A. Immunoblot analysis evaluating the expression of GLUT1, GFP, CK18, and β-actin in lysates from GLUT1 ^fl/fl mammary cells transformed with PyVMT (G1fP cells) 72 hours after being infected with adenovirus expressing GFP (Ad-GFP) or Cre recombinase (Ad-Cre) at an MOI of 100. B–D. Uptake of ³H-2-deoxyglucose (B), glucose consumption (C), and lactate secretion (D) by G1fP cells previously infected with Ad-GFP or Ad-Cre as described in figure 2. E. Proliferation is estimated by determining the DNA content of cultures at days 0, 1, 2 and 3 post-seeding. F. The concentration of ATP in the two groups of cells was determined and normalized to the DNA content of parallel monolayers. G. Lipid synthesis in G1fP cells was measured as described in figure 2. H. qPCR analysis evaluating the expression of the 12 mouse GLUT transporters and SGLT1 normalized to RPL32 expression in G1fP cells that had been infected two weeks prior with Ad-GFP or Ad-Cre.

Figure 5. Elimination of GLUT1 expression in G1fPt cells decreases tumor growth.

A. 0.5 million G1fPt cells infected two weeks prior with adenovirus expressing GFP or Cre recombinase were injected into contralateral #4 mammary fat pads of athymic nude mice. Bioluminescence from the labeled tumor cells was detected on days 12, 15 and 20 after implantation. The abdominal region heat map depicting luciferase activity of a representative mouse is pictured. B. The average bioluminescence on days 12, 15 and 20 +/− SEM for eight mice is presented with green diamonds representing “GFP” tumors and light blue squares representing “Cre” tumors. C. Expression of GLUT1 and β-actin in lysates of two tumor pairs evaluated by immunoblot analysis. D. GLUT1 expression evaluated by IHC (with hematoxylin counterstain) in two tumor pairs. E. Representative low power photomicrographs of two pairs of tumor sections immunostained for cleaved caspase 3. F–G. Representative high power photomicrographs of a tumor pair immunostained for Ki67 with hematoxylin counterstain (F) which is quantified (G).

Figure 6. Overexpression of GLUT1 in 85815GL cells increases glucose transport without increasing proliferation.

A. Expression of GLUT1, GFP-luciferase and β-actin in lysates of 85815GL cells expressing empty vector (V) or overexpressing GLUT1 (G1). B. Uptake of ³H-2-deoxyglucose by cells expressing empty vector (Vec) or GLUT1 (GLUT1) in 15 minutes presented as CPM per µg DNA. C. Proliferation is estimated by determining the DNA content of cultures expressing empty vector or GLUT1 at days 0, 1, 2 and 3.

Figure 7. Overexpression of GLUT1 in 85815GL cells accelerates tumor formation.

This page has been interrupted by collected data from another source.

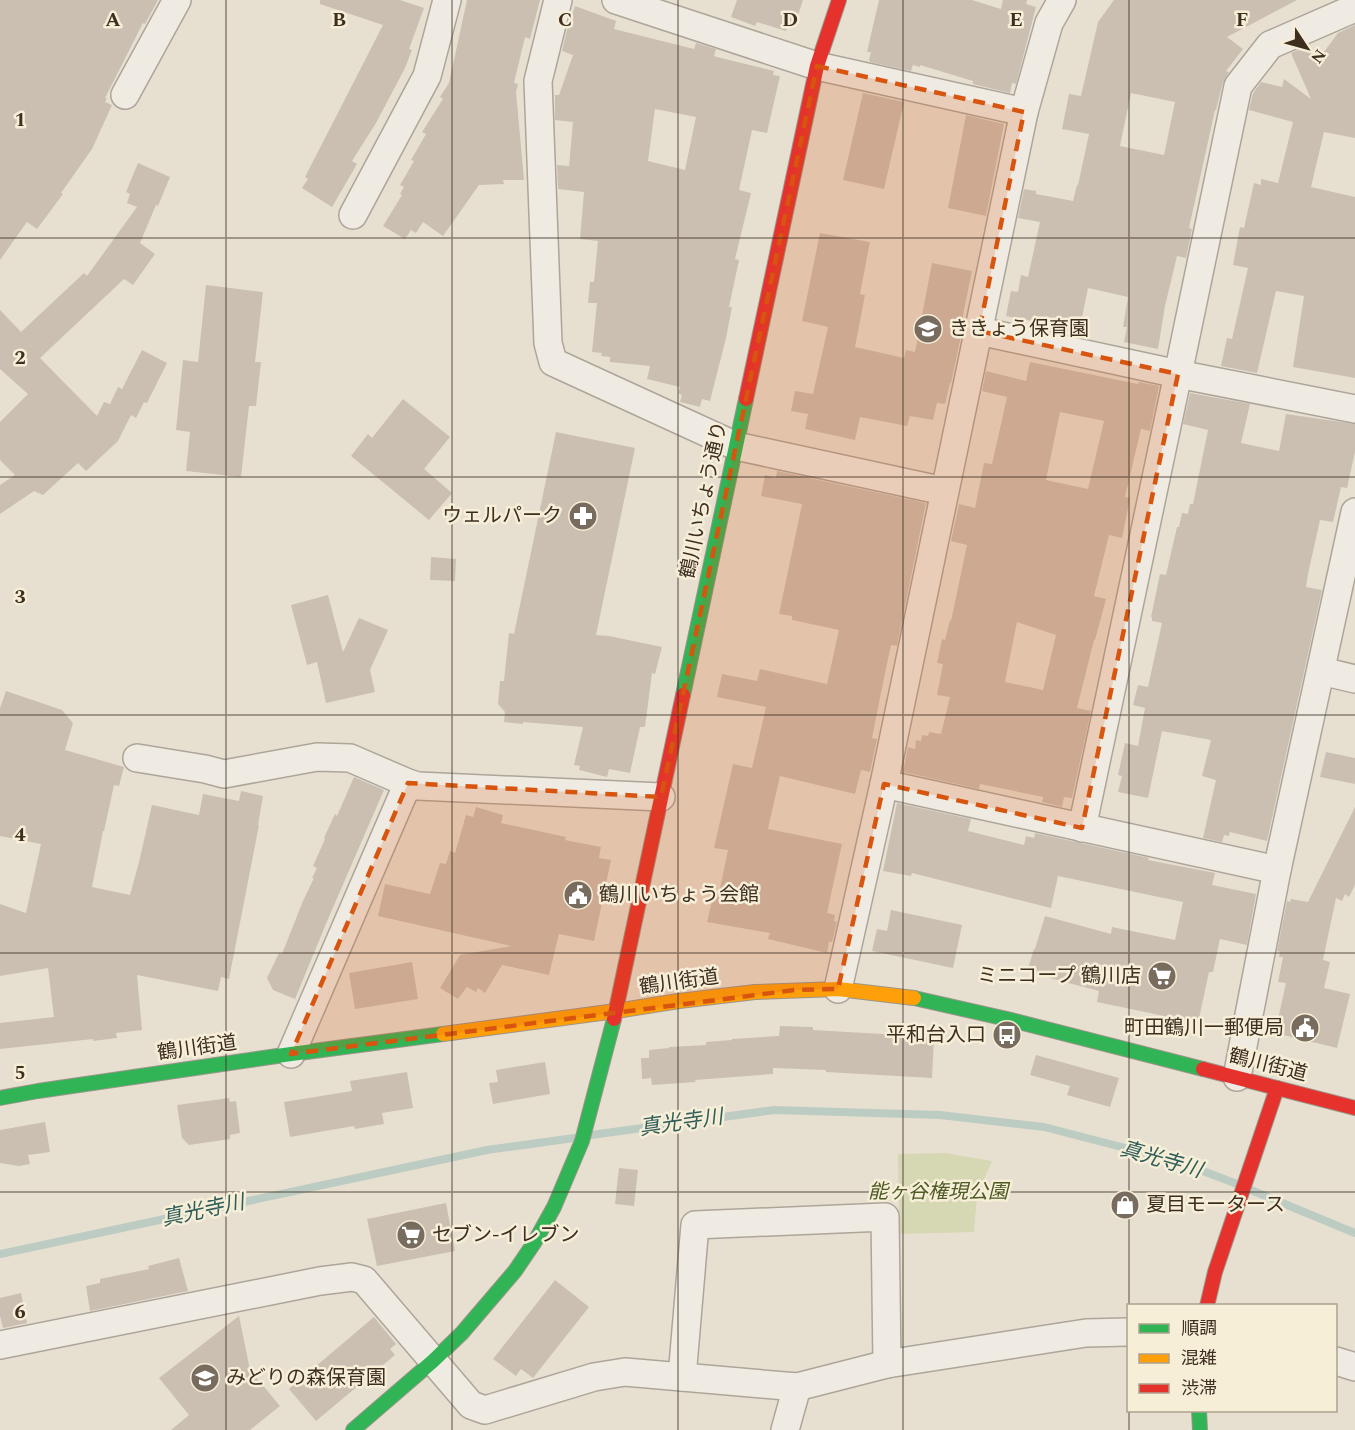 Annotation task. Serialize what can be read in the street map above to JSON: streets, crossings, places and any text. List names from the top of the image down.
{
  "streets": {
    "street": ["鶴川いちょう通り", "鶴川街道"]
  },
  "crossings": [
    ["鶴川いちょう通り", "鶴川街道"]
  ],
  "water": ["真光寺川"],
  "parks": ["能ヶ谷権現公園"],
  "places": {
    "school or university": ["ききょう保育園", "みどりの森保育園"],
    "pharmacy": ["ウェルパーク"],
    "public building": ["鶴川いちょう会館", "町田鶴川一郵便局"],
    "supermarket": ["ミニコープ 鶴川店", "セブン-イレブン"],
    "bus stop": ["平和台入口"],
    "shop": ["夏目モータース"]
  },
  "legend": ["順調", "混雑", "渋滞"],
  "north": "bottom right",
  "grid": {
    "columns": [
      "A",
      "B",
      "C",
      "D",
      "E",
      "F"
    ],
    "rows": [
      "1",
      "2",
      "3",
      "4",
      "5",
      "6"
    ]
  }
}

A. 0.4 million 85815GL cells expressing control vector (V) or GLUT1 (G1) were injected into contralateral #4 mammary fat pads of athymic nude mice. Bioluminescence from the labeled tumor cells was detected on days 3, 6, 9, 12 and 14 after implantation. B. The bioluminescence on days 3, 6, 9, 12 and 14 normalized to the day 3 value was averaged for all five mice and is presented +/−SEM. C. GLUT1 and β-actin expression evaluated in lysates of three tumor pairs by immunoblot analysis. D. GLUT1 expression evaluated by IHC in two tumor pairs. E. Low power photomicrographs of a pair of tumor sections derived from a vector control tumor (top) and a tumor overexpressing GLUT1 (bottom) immunostained for cleaved caspase 3 (left). High power photomicrographs of a pair of tumor sections immunostained for cleaved caspase 3 (middle), which are converted to binary pictures (right). F. Quantification of the number of cleaved caspase 3 positive pixels in five high power field “hot spots” in four tumors of each group. G–H. Representative high power photomicrographs of tumor sections immunostained for BrdU with hematoxylin counterstain (G) which is quantified (H).